PROBLEM REQUIREMENTS =>
Each line from the beginning of the data below through the line containing "position:absolute; left:12px; top:961px;" should be repeated exactly, please.
═════ TASK INPUT
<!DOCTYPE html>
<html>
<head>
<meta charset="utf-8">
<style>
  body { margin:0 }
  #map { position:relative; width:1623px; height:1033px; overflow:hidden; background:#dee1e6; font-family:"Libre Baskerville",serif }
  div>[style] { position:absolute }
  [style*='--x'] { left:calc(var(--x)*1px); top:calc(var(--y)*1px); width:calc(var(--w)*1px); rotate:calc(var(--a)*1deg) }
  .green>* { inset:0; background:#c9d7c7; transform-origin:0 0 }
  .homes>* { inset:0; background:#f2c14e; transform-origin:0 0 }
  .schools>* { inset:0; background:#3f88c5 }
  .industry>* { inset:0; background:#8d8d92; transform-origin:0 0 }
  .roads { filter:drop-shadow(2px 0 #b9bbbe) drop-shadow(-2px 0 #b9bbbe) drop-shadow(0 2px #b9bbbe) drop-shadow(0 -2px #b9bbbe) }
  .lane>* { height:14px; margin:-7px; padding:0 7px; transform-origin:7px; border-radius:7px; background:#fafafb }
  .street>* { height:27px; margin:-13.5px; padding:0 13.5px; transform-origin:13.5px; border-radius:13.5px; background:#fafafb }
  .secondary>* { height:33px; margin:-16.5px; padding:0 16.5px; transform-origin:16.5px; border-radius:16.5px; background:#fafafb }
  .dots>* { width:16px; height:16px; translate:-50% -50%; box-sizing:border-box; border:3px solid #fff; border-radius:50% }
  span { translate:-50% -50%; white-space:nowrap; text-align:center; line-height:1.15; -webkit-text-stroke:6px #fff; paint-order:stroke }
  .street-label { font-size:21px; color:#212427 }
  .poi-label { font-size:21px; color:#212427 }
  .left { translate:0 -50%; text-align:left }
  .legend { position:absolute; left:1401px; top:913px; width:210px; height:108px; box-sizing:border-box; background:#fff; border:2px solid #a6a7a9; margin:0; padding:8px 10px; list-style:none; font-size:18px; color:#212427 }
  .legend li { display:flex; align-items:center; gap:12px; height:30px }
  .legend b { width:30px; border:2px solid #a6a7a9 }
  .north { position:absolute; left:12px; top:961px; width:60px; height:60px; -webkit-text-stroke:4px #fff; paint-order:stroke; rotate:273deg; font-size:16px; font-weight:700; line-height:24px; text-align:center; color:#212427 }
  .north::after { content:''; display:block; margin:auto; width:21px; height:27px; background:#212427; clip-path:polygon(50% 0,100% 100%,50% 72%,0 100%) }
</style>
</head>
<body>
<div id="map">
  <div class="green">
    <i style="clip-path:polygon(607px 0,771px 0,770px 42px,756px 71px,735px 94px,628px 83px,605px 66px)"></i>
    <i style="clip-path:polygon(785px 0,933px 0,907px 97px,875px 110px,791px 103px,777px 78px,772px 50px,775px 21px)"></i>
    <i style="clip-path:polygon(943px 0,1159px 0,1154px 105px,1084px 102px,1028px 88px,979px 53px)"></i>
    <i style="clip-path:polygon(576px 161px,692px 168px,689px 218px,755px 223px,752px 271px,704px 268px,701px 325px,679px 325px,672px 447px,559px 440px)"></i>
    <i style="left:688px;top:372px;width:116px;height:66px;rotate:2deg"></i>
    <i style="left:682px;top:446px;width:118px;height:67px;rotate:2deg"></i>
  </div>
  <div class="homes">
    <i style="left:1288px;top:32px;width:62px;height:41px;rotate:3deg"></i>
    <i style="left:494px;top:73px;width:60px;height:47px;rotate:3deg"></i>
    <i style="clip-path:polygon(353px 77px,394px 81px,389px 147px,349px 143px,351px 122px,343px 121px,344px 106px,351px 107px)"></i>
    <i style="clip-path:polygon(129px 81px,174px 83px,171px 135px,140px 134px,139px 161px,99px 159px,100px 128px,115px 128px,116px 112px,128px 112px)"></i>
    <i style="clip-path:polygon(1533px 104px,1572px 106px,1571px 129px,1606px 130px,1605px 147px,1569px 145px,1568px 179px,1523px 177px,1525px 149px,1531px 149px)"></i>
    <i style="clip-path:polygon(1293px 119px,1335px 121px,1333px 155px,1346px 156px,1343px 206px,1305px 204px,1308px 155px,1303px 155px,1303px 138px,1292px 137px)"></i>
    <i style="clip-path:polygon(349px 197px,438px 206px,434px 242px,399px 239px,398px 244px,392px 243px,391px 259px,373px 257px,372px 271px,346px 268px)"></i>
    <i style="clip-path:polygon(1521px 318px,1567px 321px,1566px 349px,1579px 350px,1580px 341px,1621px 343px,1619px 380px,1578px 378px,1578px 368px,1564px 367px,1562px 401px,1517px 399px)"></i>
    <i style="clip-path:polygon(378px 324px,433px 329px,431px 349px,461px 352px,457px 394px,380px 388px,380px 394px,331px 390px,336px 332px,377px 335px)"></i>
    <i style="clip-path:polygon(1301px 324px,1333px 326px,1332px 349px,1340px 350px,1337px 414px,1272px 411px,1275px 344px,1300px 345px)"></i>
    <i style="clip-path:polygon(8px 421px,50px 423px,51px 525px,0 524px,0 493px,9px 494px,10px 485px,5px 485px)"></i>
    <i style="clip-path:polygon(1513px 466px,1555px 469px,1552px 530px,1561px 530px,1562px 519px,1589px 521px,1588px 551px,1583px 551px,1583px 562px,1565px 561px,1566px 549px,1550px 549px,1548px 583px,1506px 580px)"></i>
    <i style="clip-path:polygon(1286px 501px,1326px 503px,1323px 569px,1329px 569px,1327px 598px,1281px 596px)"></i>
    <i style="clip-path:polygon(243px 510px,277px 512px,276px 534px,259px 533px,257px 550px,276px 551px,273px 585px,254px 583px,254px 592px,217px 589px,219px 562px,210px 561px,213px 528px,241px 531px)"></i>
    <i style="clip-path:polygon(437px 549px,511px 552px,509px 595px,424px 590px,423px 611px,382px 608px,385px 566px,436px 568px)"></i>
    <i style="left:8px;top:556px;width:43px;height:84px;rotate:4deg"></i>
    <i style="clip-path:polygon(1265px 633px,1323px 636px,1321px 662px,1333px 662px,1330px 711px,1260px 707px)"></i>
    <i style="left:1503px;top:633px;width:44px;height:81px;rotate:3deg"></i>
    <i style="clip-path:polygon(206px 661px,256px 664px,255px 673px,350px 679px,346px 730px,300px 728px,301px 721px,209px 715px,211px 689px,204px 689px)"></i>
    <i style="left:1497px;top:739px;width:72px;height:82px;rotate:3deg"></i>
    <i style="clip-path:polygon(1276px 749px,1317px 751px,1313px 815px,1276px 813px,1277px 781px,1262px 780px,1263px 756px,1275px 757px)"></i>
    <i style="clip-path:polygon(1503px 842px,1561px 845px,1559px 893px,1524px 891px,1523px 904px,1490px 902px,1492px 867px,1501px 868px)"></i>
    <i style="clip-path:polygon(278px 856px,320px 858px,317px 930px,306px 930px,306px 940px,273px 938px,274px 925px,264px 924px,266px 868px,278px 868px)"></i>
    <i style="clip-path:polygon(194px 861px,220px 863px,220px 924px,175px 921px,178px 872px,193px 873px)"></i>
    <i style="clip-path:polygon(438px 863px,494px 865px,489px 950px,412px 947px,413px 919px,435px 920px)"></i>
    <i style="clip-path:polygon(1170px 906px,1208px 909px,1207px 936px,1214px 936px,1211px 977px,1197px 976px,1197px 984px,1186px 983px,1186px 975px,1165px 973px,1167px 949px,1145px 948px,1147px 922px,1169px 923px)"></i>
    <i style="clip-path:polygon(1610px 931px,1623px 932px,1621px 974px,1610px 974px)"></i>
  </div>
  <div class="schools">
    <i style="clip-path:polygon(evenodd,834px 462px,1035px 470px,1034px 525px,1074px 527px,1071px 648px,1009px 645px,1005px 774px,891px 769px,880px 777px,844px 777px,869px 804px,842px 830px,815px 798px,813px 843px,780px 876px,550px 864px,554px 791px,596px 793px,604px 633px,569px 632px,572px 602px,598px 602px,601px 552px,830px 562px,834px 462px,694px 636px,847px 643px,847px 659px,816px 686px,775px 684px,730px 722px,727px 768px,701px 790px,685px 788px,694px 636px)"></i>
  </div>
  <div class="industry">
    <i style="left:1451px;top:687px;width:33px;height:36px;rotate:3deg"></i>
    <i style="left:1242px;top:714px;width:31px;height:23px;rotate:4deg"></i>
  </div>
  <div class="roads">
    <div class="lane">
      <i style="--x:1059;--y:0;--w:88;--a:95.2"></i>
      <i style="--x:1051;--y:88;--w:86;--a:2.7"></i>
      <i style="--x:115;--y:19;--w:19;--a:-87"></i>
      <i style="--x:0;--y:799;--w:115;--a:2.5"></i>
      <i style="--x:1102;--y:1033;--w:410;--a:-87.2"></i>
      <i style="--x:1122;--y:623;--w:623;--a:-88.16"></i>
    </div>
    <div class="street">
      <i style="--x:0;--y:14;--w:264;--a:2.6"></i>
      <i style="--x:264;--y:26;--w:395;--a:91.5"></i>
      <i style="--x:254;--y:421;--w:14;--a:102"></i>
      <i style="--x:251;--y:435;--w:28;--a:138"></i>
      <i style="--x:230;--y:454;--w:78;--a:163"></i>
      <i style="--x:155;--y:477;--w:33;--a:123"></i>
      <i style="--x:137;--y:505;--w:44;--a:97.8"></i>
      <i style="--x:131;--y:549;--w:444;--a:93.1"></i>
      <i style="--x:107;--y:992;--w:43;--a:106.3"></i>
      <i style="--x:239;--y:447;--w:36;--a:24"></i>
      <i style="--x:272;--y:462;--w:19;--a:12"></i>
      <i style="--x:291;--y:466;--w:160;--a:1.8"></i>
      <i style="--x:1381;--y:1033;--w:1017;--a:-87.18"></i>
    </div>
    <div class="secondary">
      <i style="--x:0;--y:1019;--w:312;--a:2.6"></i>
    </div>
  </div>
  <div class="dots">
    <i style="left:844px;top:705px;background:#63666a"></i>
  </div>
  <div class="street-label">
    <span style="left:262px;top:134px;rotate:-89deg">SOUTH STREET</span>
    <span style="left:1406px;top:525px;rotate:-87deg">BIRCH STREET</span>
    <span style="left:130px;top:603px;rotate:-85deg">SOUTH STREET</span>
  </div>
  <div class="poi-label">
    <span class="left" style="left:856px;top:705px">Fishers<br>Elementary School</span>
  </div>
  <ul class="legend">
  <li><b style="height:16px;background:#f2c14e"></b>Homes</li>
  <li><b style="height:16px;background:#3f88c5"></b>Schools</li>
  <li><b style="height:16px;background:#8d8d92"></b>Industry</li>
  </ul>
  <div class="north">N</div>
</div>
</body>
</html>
══════════
EXPECTED ANSWER =>
<!DOCTYPE html>
<html>
<head>
<meta charset="utf-8">
<style>
  body { margin:0 }
  #map { position:relative; width:1623px; height:1033px; overflow:hidden; background:#dee1e6; font-family:"Libre Baskerville",serif }
  div>[style] { position:absolute }
  [style*='--x'] { left:calc(var(--x)*1px); top:calc(var(--y)*1px); width:calc(var(--w)*1px); rotate:calc(var(--a)*1deg) }
  .green>* { inset:0; background:#c9d7c7; transform-origin:0 0 }
  .homes>* { inset:0; background:#f2c14e; transform-origin:0 0 }
  .schools>* { inset:0; background:#3f88c5 }
  .industry>* { inset:0; background:#8d8d92; transform-origin:0 0 }
  .roads { filter:drop-shadow(2px 0 #b9bbbe) drop-shadow(-2px 0 #b9bbbe) drop-shadow(0 2px #b9bbbe) drop-shadow(0 -2px #b9bbbe) }
  .lane>* { height:14px; margin:-7px; padding:0 7px; transform-origin:7px; border-radius:7px; background:#fafafb }
  .street>* { height:27px; margin:-13.5px; padding:0 13.5px; transform-origin:13.5px; border-radius:13.5px; background:#fafafb }
  .secondary>* { height:33px; margin:-16.5px; padding:0 16.5px; transform-origin:16.5px; border-radius:16.5px; background:#fafafb }
  .dots>* { width:16px; height:16px; translate:-50% -50%; box-sizing:border-box; border:3px solid #fff; border-radius:50% }
  span { translate:-50% -50%; white-space:nowrap; text-align:center; line-height:1.15; -webkit-text-stroke:6px #fff; paint-order:stroke }
  .street-label { font-size:21px; color:#212427 }
  .poi-label { font-size:21px; color:#212427 }
  .left { translate:0 -50%; text-align:left }
  .legend { position:absolute; left:1401px; top:913px; width:210px; height:108px; box-sizing:border-box; background:#fff; border:2px solid #a6a7a9; margin:0; padding:8px 10px; list-style:none; font-size:18px; color:#212427 }
  .legend li { display:flex; align-items:center; gap:12px; height:30px }
  .legend b { width:30px; border:2px solid #a6a7a9 }
  .north { position:absolute; left:12px; top:961px; width:60px; height:60px; -webkit-text-stroke:4px #fff; paint-order:stroke; rotate:273deg; font-size:16px; font-weight:700; line-height:24px; text-align:center; color:#212427 }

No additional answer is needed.